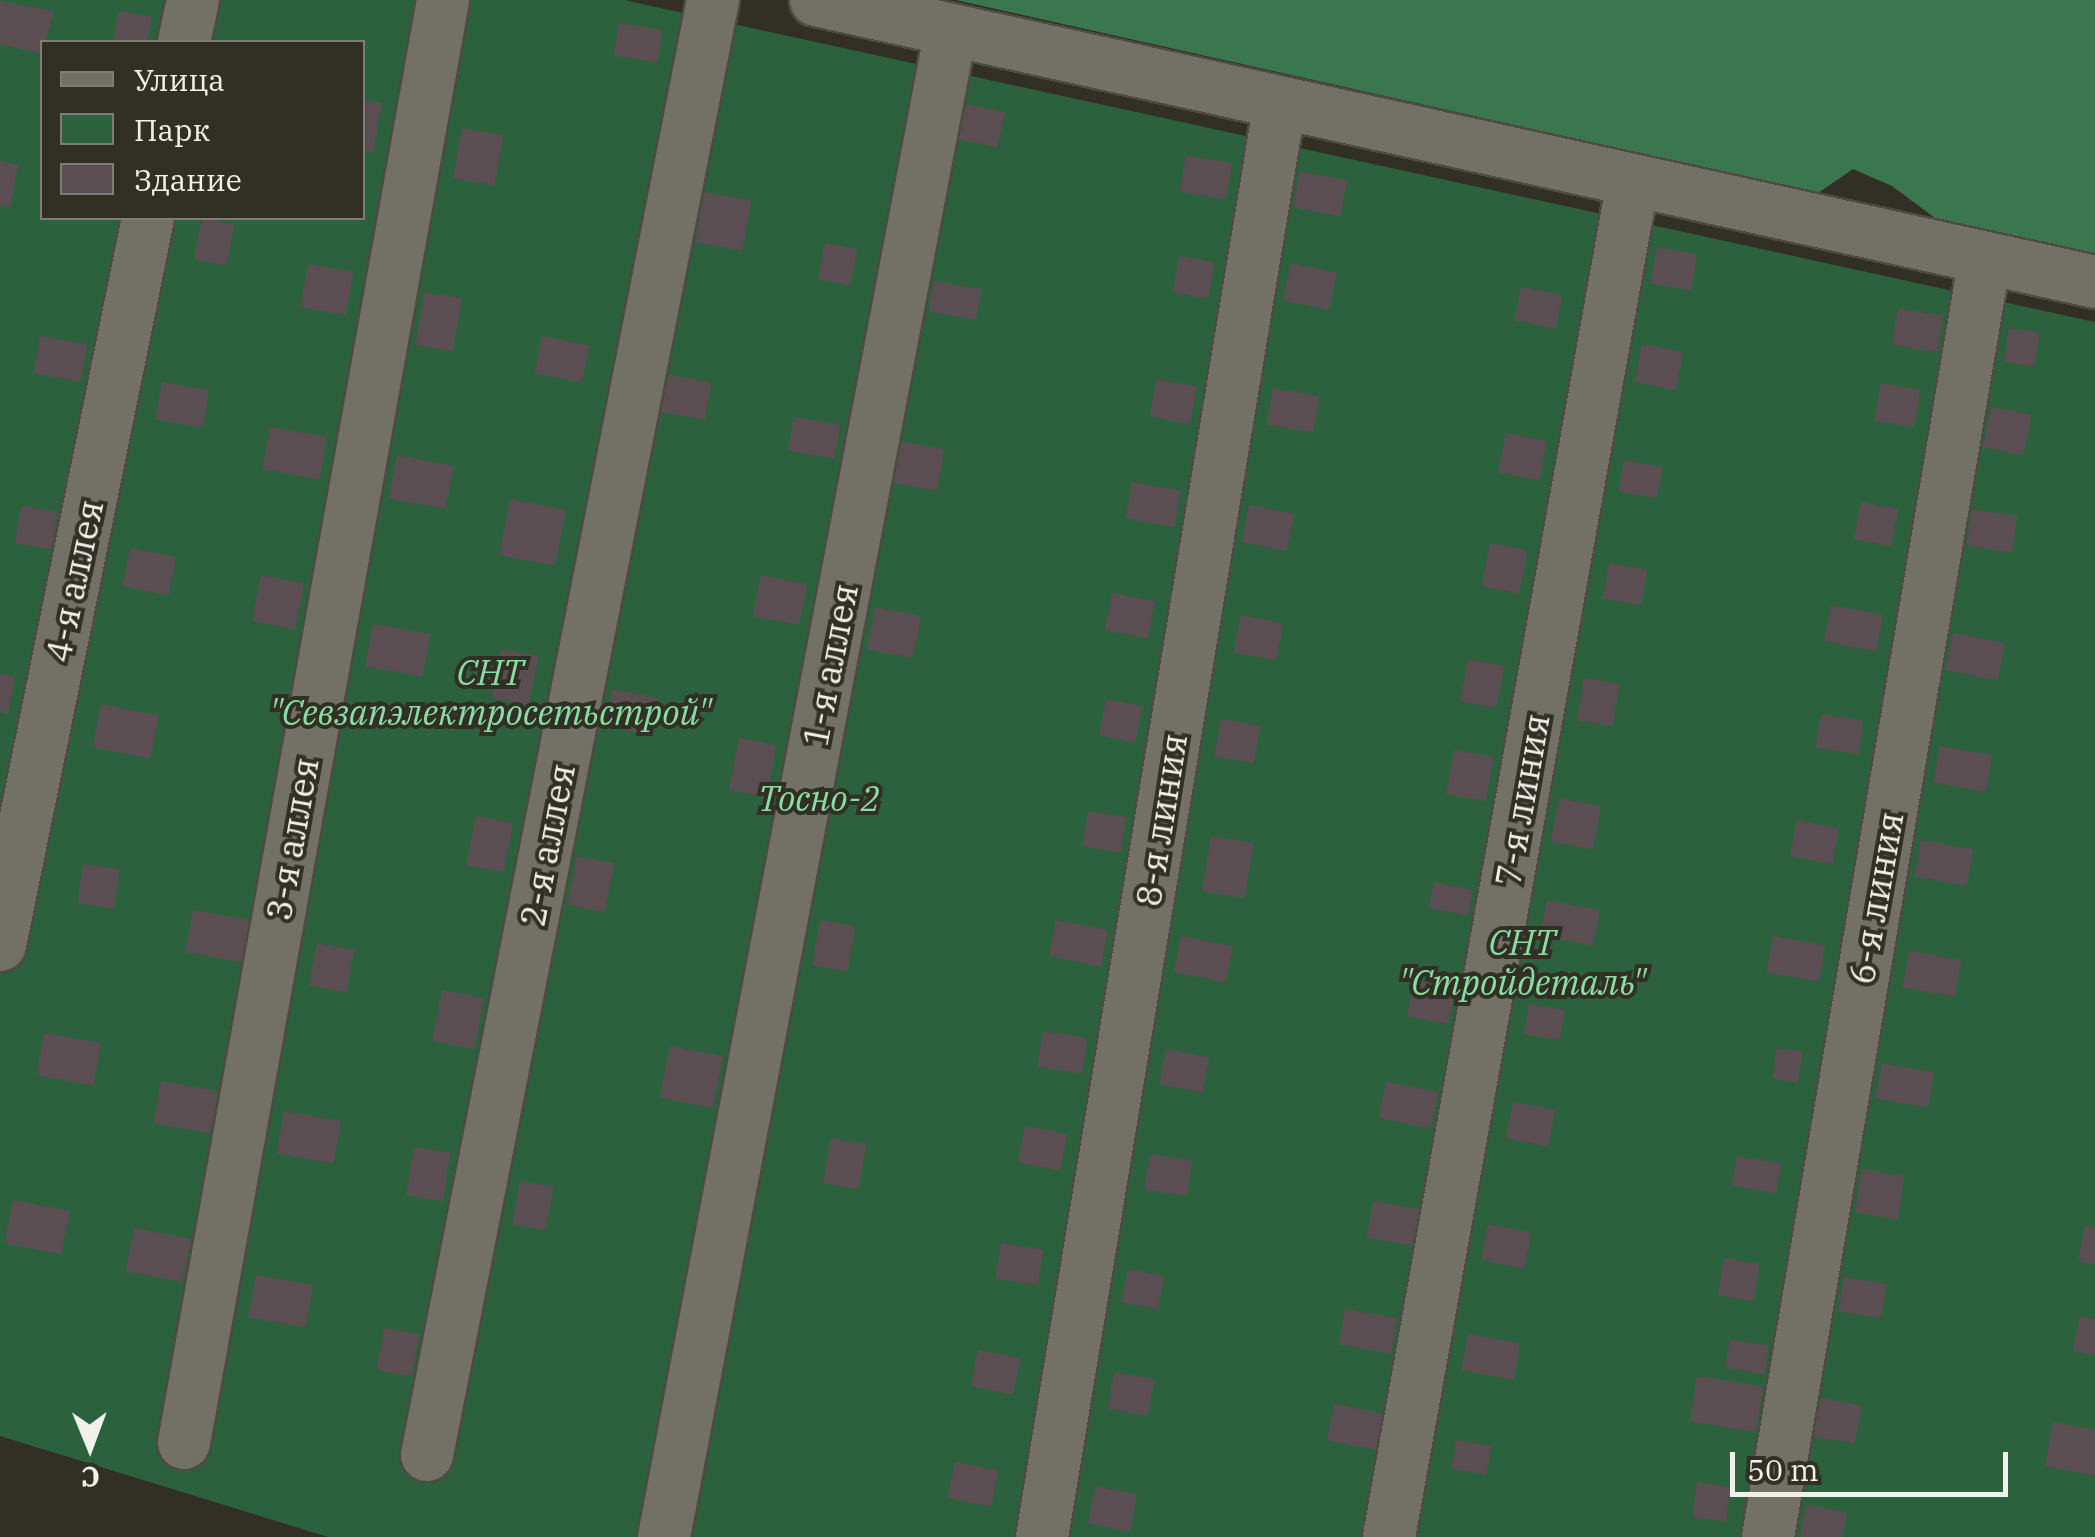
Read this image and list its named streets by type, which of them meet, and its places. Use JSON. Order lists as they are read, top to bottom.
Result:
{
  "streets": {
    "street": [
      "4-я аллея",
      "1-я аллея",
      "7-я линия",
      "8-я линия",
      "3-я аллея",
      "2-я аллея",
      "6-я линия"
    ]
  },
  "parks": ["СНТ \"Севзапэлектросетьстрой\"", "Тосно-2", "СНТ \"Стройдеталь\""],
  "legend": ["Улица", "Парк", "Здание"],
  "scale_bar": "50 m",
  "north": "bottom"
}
...
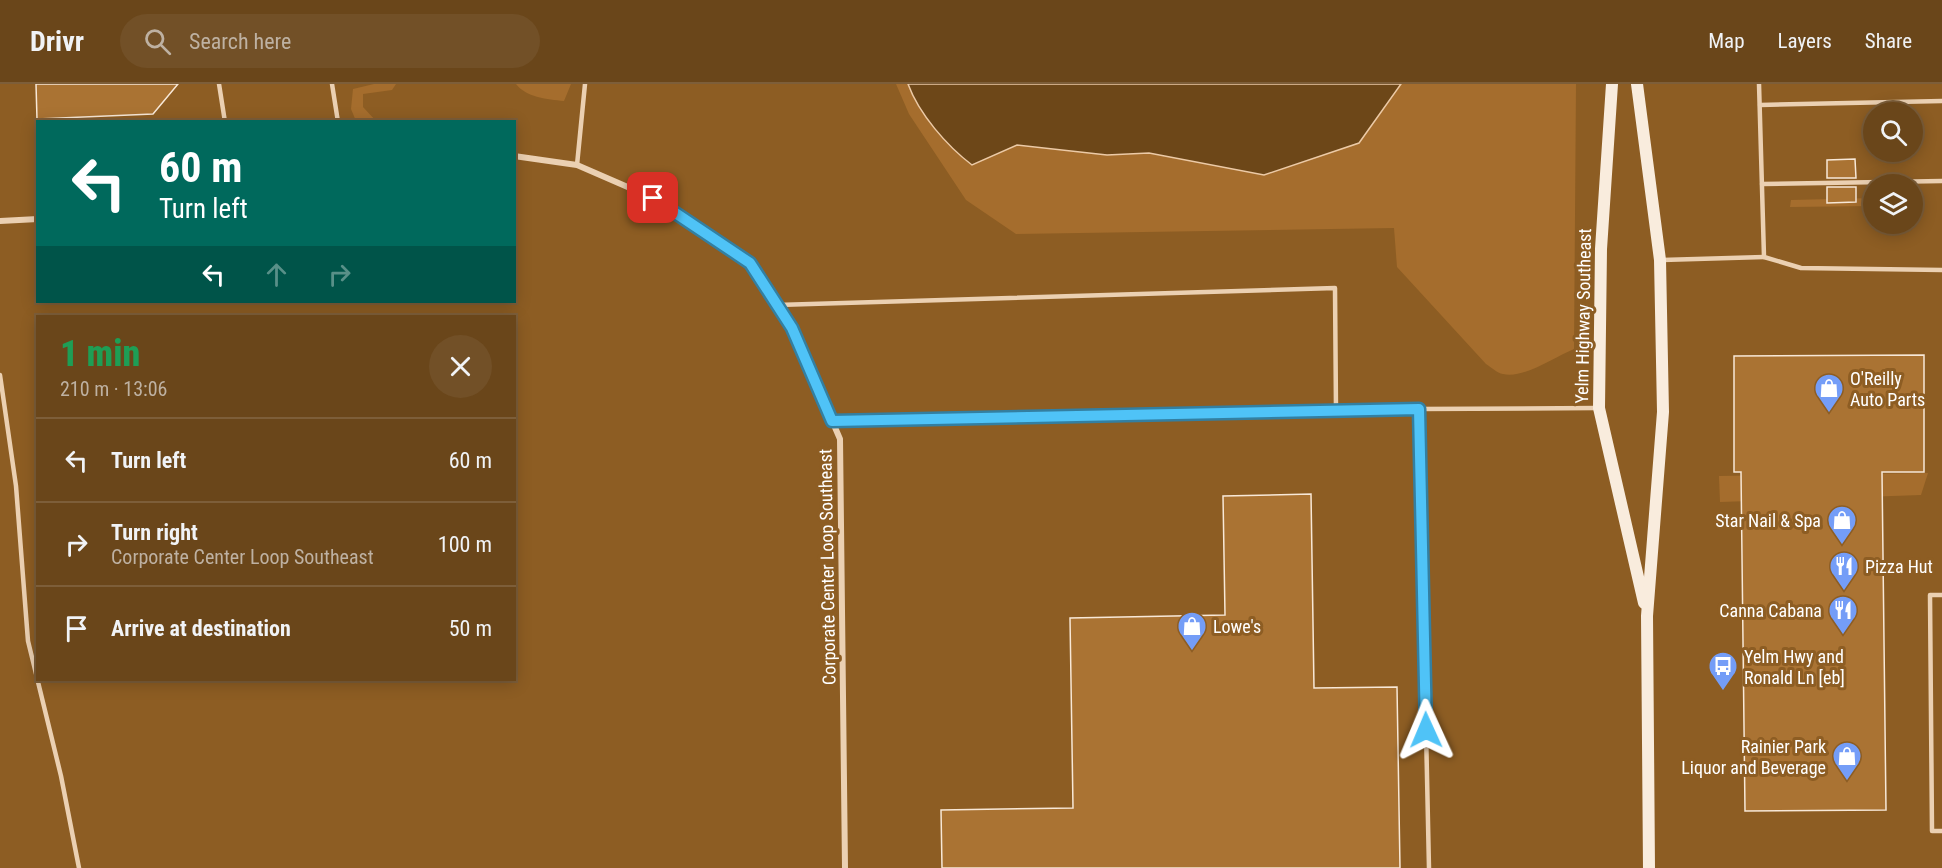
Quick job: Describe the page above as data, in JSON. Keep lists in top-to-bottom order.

WORK TASK:
Return a copy of each line in the entries that carries the string "JSON".

RESULT FOR THIS TASK:
Read this image and list its named streets by type, which of them meet, and its places. Use JSON. Order lists as they are read, top to bottom.
Quick job: Describe the page above as data, in JSON. Keep lists in top-to-bottom order.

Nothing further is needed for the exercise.